Helpful note from Julie Lee: If you don’t get the above notebook interface, it might be because your Jupyter notebooks aren’t being routed via port 8888. Try exiting your current Tensorflow instantiation (hit Ctrl-C twice) and running with the command
docker run -it -p 8888:8888 b.gcr.io/tensorflow/tensorflow
Which should force TF to use port 8888 (thanks Julie!).
UPDATE 26/5/16:
The method posted below works, but it’s a bit clunky. It turns out that you can use the Jupyter upload functionality (top right hand corner of the Jupyter notebook interface) to get files into your TF installation, and then just download notebooks for sharing (within a notebook, go to File –> Download As). Much easier!
The bit about starting TF in a named container, and then reattaching that one rather than starting a new one for each session still holds though.
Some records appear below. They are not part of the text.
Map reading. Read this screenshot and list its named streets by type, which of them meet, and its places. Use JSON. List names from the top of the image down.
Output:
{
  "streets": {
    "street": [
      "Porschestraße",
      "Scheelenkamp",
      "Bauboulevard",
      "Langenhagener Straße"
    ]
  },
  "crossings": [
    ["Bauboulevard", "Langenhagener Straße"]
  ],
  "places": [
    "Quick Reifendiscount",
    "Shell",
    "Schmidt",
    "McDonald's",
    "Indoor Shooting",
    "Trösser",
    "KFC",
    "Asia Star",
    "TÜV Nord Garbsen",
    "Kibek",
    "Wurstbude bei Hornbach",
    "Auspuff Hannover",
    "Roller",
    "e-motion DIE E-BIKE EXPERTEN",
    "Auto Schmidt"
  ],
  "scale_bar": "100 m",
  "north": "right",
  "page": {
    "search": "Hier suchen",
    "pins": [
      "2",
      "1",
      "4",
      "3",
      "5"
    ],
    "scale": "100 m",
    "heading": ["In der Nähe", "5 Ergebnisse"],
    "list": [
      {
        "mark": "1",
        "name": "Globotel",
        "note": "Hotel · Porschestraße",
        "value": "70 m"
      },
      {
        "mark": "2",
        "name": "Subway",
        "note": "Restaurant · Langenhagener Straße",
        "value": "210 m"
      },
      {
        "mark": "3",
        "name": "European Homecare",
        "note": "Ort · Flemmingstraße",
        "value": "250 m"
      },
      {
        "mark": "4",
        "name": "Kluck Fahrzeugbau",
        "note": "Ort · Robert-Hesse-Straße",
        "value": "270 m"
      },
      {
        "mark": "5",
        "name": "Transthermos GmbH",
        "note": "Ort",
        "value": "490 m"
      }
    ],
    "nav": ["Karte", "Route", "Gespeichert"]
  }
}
So the command
docker run -it -d -p 8888:8888 –name NAMEOFCONTAINER b.gcr.io/tensorflow/tensorflow
Ought to do the job for the first setup, and then:
docker start NAMEOFCONTAINER
docker attach NAMEOFCONTAINER
To re-access the container on subsequent sessions.
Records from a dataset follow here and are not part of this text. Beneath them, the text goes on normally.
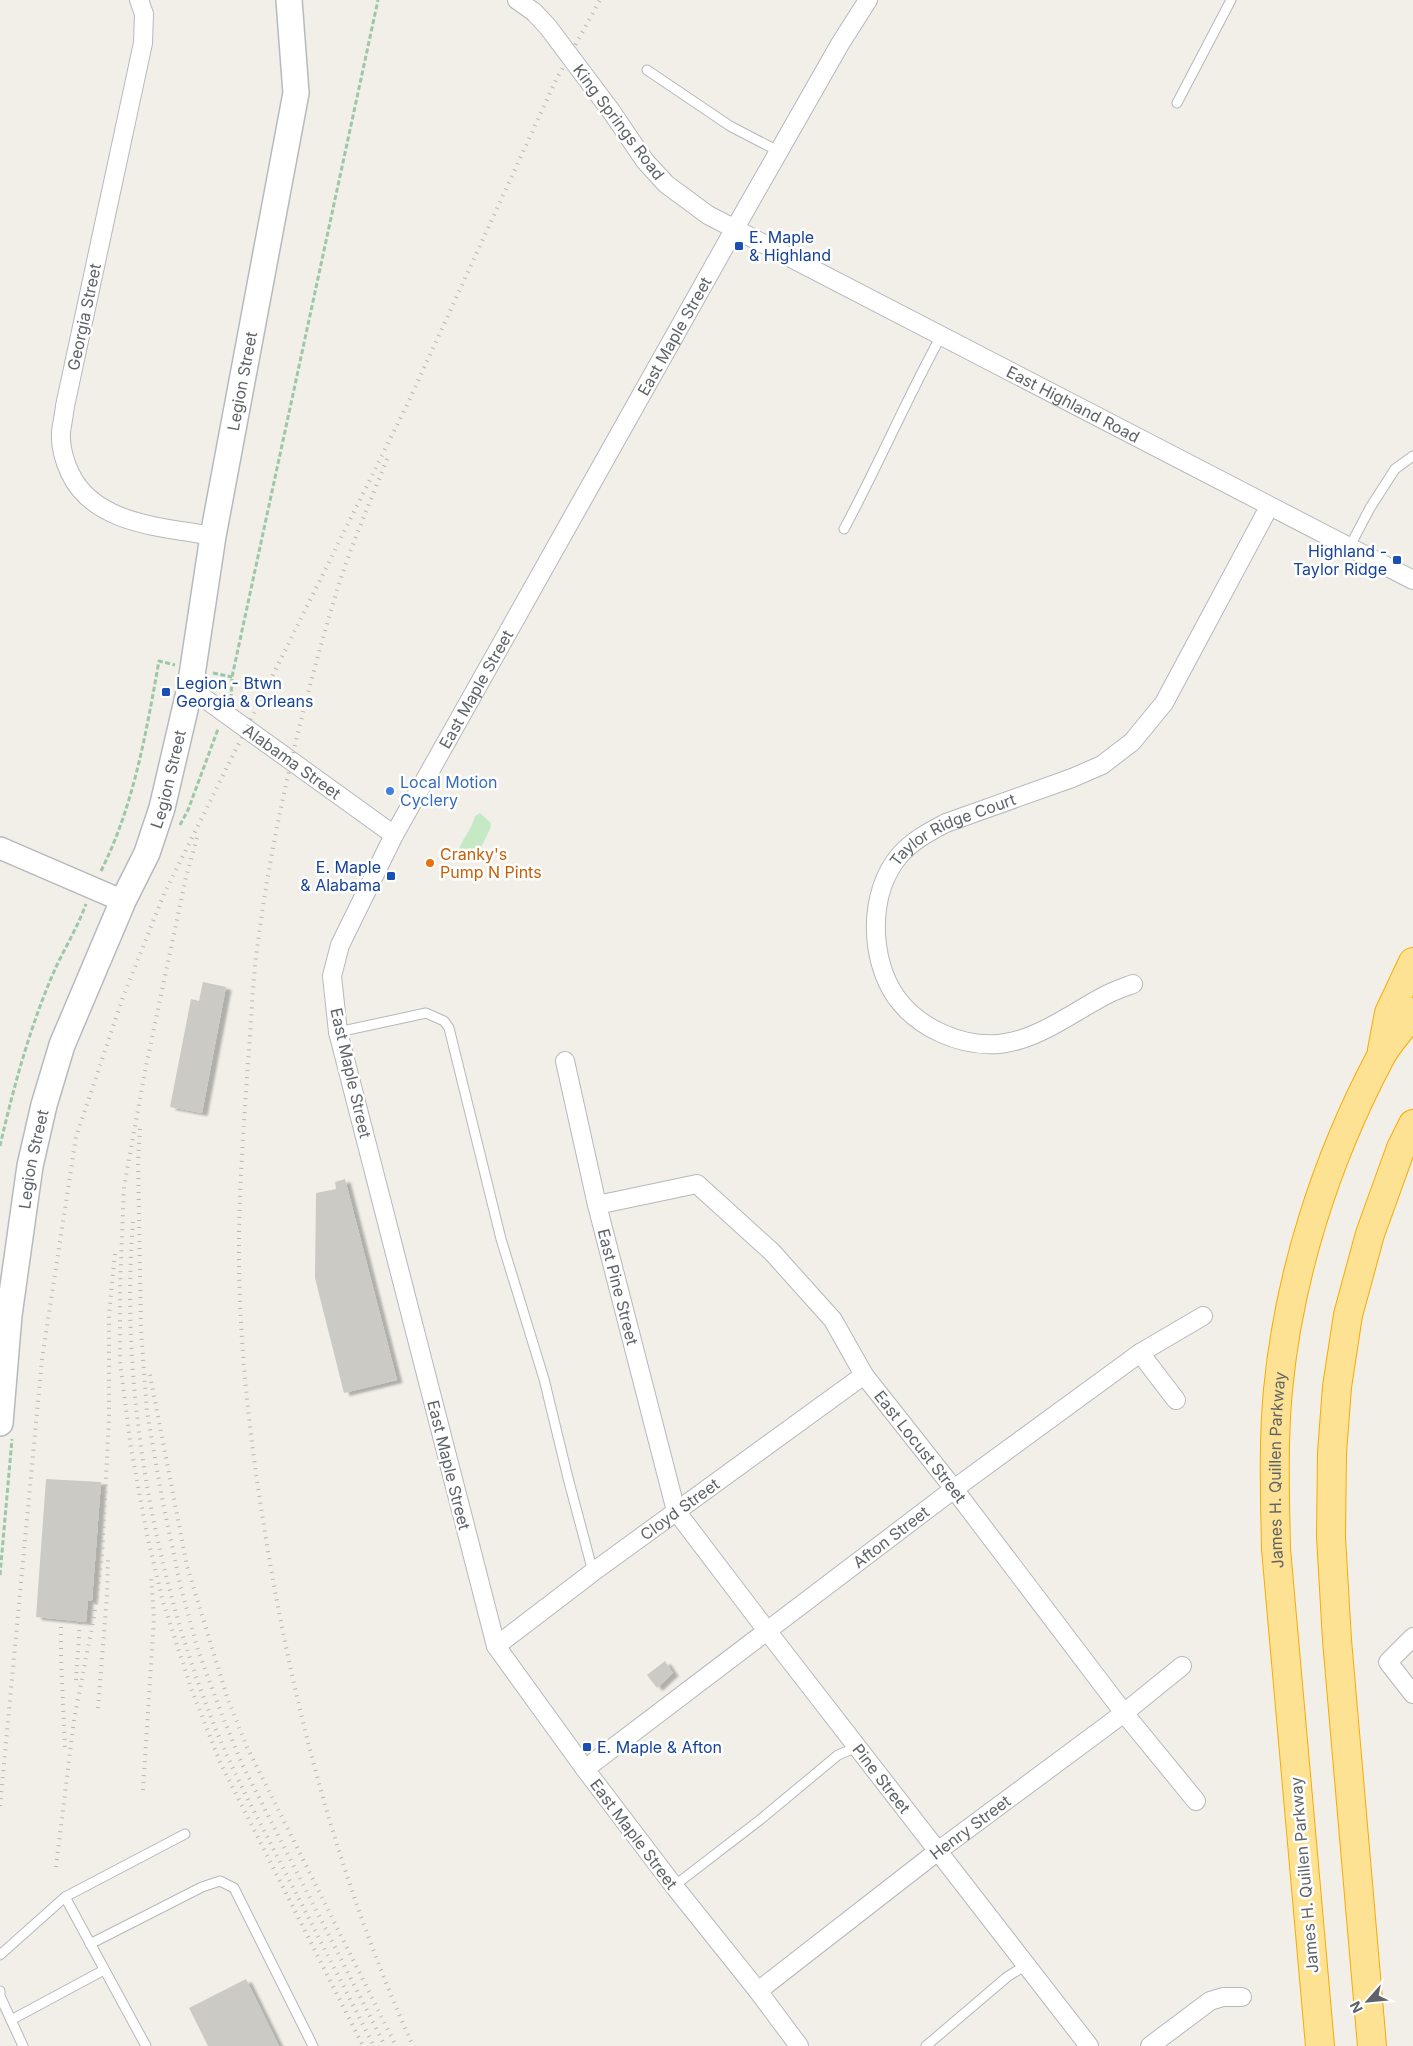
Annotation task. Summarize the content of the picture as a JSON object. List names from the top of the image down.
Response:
{
  "streets": {
    "highway": ["James H. Quillen Parkway"],
    "main road": ["Legion Street"],
    "street": [
      "King Springs Road",
      "Georgia Street",
      "East Maple Street",
      "East Highland Road",
      "Alabama Street",
      "Taylor Ridge Court",
      "East Pine Street",
      "East Locust Street",
      "Cloyd Street",
      "Afton Street",
      "Pine Street",
      "Henry Street"
    ]
  },
  "crossings": [
    ["King Springs Road", "East Maple Street"],
    ["King Springs Road", "East Highland Road"],
    ["Georgia Street", "Legion Street"],
    ["East Maple Street", "East Highland Road"],
    ["East Maple Street", "Alabama Street"],
    ["East Maple Street", "Cloyd Street"],
    ["East Maple Street", "Afton Street"],
    ["East Maple Street", "Henry Street"],
    ["Legion Street", "Alabama Street"],
    ["East Highland Road", "Taylor Ridge Court"],
    ["East Pine Street", "East Locust Street"],
    ["East Pine Street", "Cloyd Street"],
    ["East Pine Street", "Pine Street"],
    ["East Locust Street", "Cloyd Street"],
    ["East Locust Street", "Afton Street"],
    ["East Locust Street", "Henry Street"],
    ["Cloyd Street", "Pine Street"],
    ["Afton Street", "Pine Street"],
    ["Pine Street", "Henry Street"]
  ],
  "places": {
    "transit": [
      "E. Maple & Highland",
      "Highland - Taylor Ridge",
      "Legion - Btwn Georgia & Orleans",
      "E. Maple & Alabama",
      "E. Maple & Afton"
    ],
    "other": ["Local Motion Cyclery", "Cranky's Pump N Pints"]
  },
  "north": "bottom left"
}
One problem we’ve found with the above instantiation: every time you start Tensorflow, you create an instance of Docker from scratch. This means that you lose any changes you made, for instance to the tutorial scripts. The reason for this is complicated, and basically relates to how Docker works, of which I have an imperfect understanding: but it involves these things called containers. The steps outlined above will create a new container every time you run it- not ideal. Luckily, Zeb has found a workaround:
- Create a local folder where you’d like to store files connected to Tensorflow
- Run this command with NAMEOFCONTAINER and PATH_OF_YOUR_FOLDER replaced by a name of your choice, and a path to the folder you created in step 1 :
docker run -it -d -p 8888:8888 –name NAMEOFCONTAINER -v PATH_OF_YOUR_FOLDER:/localfiles b.gcr.io/tensorflow/tensorflow
So for me, it was :
docker run -it -d -p 8888:8888 –name archyTF2 -v /Users/archy/tensorflow:/localfiles b.gcr.io/tensorflow/tensorflow
3. This will do 3 things:
a) It starts your instance of Tensorflow running in a named container. The next time we want to run TF, we’re just going to relaunch this container.
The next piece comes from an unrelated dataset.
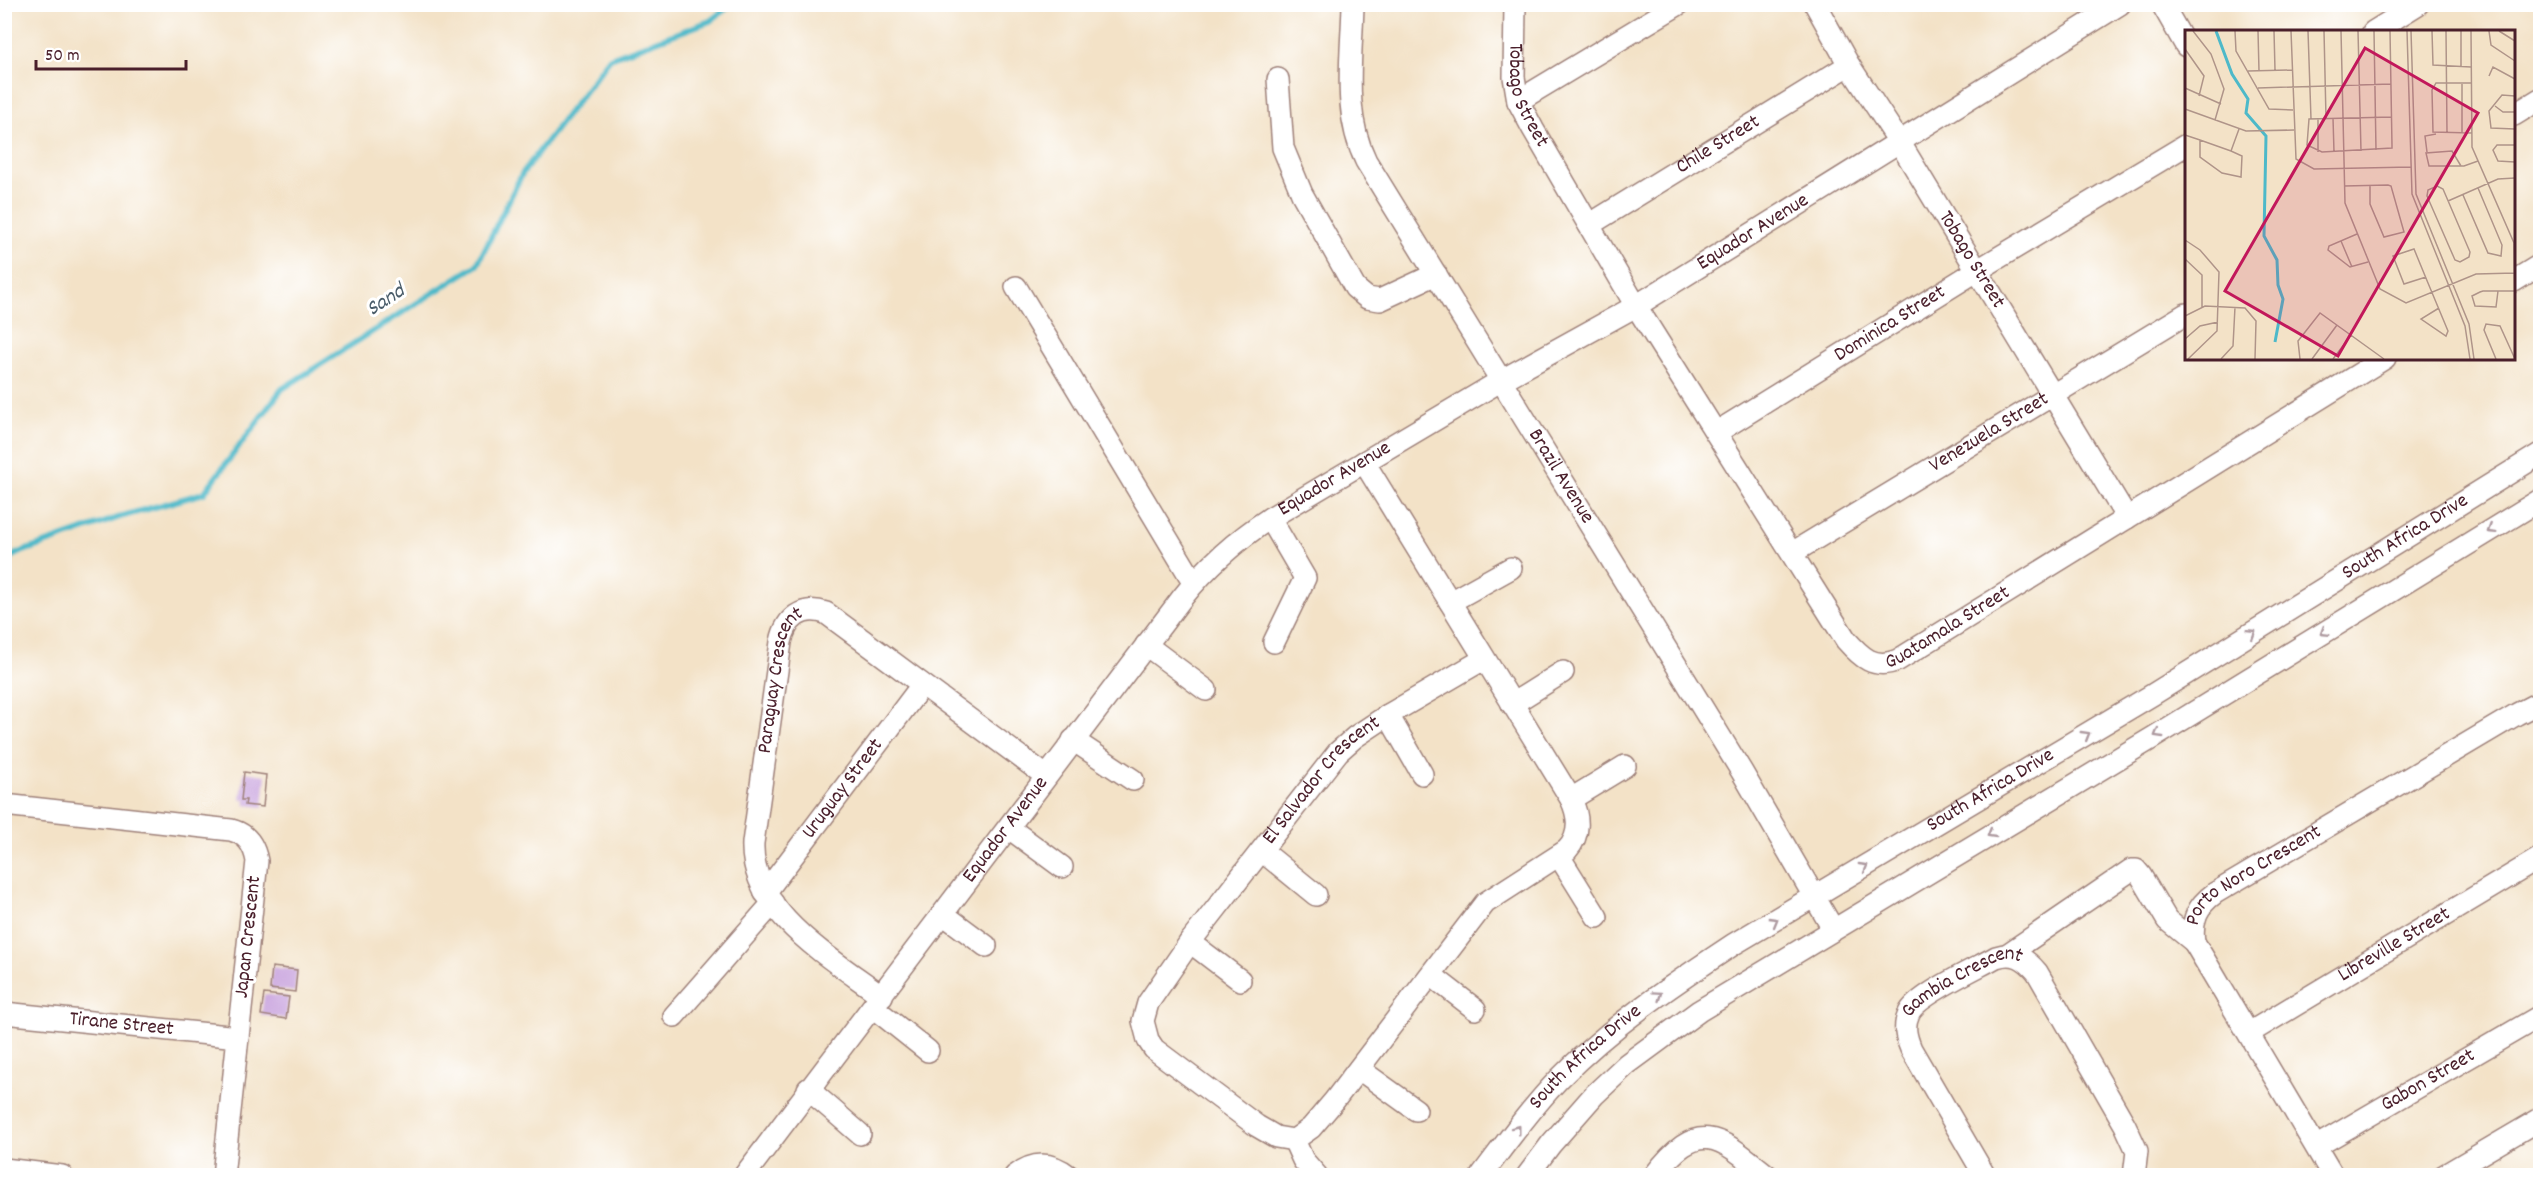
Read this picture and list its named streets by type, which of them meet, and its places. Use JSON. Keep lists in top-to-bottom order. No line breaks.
{"streets":{"street":["Tobago Street","Chile Street","Equador Avenue","Dominica Street","Venezuela Street","Brazil Avenue","South Africa Drive","Guatamala Street","Paraguay Crescent","El Salvador Crescent","Uruguay Street","Porto Noro Crescent","Japan Crescent","Libreville Street","Gambia Crescent","Tirane Street","Gabon Street"]},"crossings":[["Tobago Street","Chile Street"],["Tobago Street","Equador Avenue"],["Tobago Street","Dominica Street"],["Tobago Street","Venezuela Street"],["Tobago Street","Guatamala Street"],["Equador Avenue","Brazil Avenue"],["Equador Avenue","Guatamala Street"],["Equador Avenue","Paraguay Crescent"],["Dominica Street","Guatamala Street"],["Venezuela Street","Guatamala Street"],["Brazil Avenue","South Africa Drive"],["Paraguay Crescent","Uruguay Street"],["Porto Noro Crescent","Libreville Street"],["Porto Noro Crescent","Gabon Street"],["Japan Crescent","Tirane Street"]],"water":["Sand"],"scale_bar":"50 m"}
b) It links a folder on your hard drive (the one indicated by PATH_OF_YOUR_FOLDER) to a folder in the Docker installation…
c) … in this case called local files. I think it also creates this folder (but I can’t quite remember – you might have to make it yourself using mkdir).
Now: if you head to localhost:8888, you see the iPython notebook again:
Now we’re going to create a new document, but it won’t be a notebook, it’ll be a terminal:
Once inside, we can use a unix command (pwd) to figure out where precisely we are. It turns out we are in a folder called notebooks.
Use cd .. to get back into the root folder, and ls to display the contents.
Hopefully there’ll be a folder called locafiles. If everything has gone to plan, this folder will mirror the contents of the folder that you indicated with PATH_OF_YOUR_FOLDER above. You can see that in my case this has worked, and a folder I’ve created called test file_isithere?.txt is indeed present.
Now create a new file, using the command touch followed by the name of a file (here called madeinsidetensorflow.txt).
Hopefully, and happily in this case, it should now be present in the local folder you’ve setup as the path:
So now we can save stuff that we do in tensor flow to local storage (i.e. into your normal file system). Note that the next time we start TF, we don’t run the whole command again- instead we do
docker start NAMEOFCONTAINER
docker attach NAMEOFCONTAINER
And bob’s your uncle, we’ve rebooted the container we had last time, along with its nifty local file storage solution.